On Friday 28th March Fran Foreman presented a talk from her home in New York to members of the Bangor club and others who had joined online .

Fran is no stranger to Northern Ireland and visited Bangor some ten years ago to present a workshop.



Her work is displayed in many galleries and museums throughout the world including The museum of Fine Arts Boston,The Smithsonian National Air and Space Museum Washington,DC ,The Museum of Fine Arts Houston and The North Down Museum amongst many more.


To begin Fran spoke of her childhood interest in drawing often copying photographs from magazines .

She studied art and sociology at Brandeis University ,receiving an MSW in psychiatric social work and an MFA from Boston University.

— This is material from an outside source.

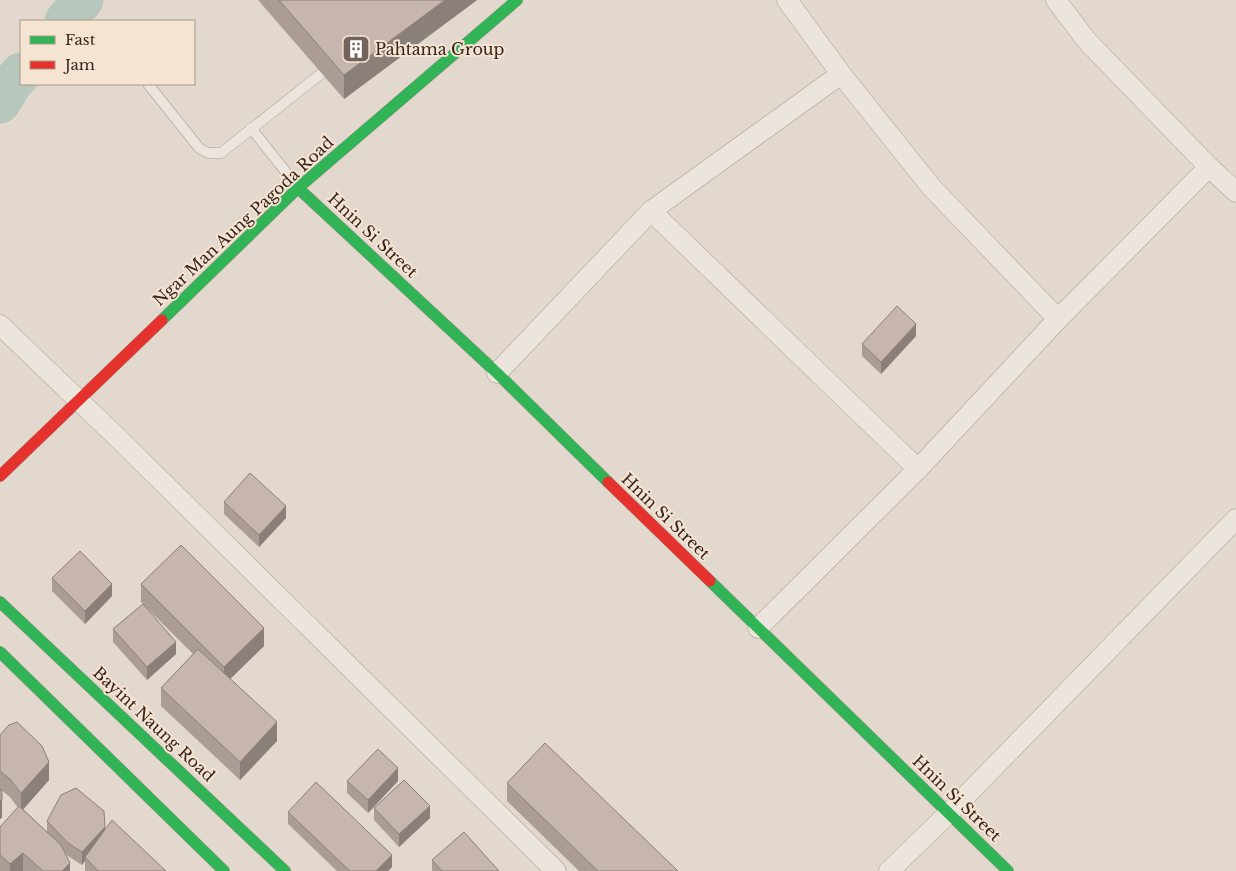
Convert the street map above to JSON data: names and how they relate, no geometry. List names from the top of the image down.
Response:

Fran said that all of this has been an influence in her work as an artist.



Around 1970 she decided to embrace photography but not to portray the normality day to day life but to use photography to create an imaginative artistic alternative reality employing composite imaging methods.


Fran posed the question is it photography, is it photo montage ,is it a digital montage .is it digital collage ,is it photographic composite is it a painting and why does it matter?

Fran referred historic existence of composite photography long before computers and digital photography existing today . She has embraced today's technology abandoning the pencil for the computer to enable an artistic vision where she creates images that depict lonesomeness ,longing hidden emotions, isolation .solitude and apprehension.


Here she invokes the mid 20th century surrealist movement and the work of the New York painters such as Edward Hopper mostly known for his depiction of isolation within the urban environment as seen in his painting entitled Nighthawks.

Lighting and shadow is used to reveal what lies beneath the surface and the placing of women and girls within an interior space with windows .doors and openings to a space beyond veiled with a sense of threat , menace or foreboding.



A lone figure on a railway platform with the rail track extending into the distance to a point where the parallel lines meet at infinity.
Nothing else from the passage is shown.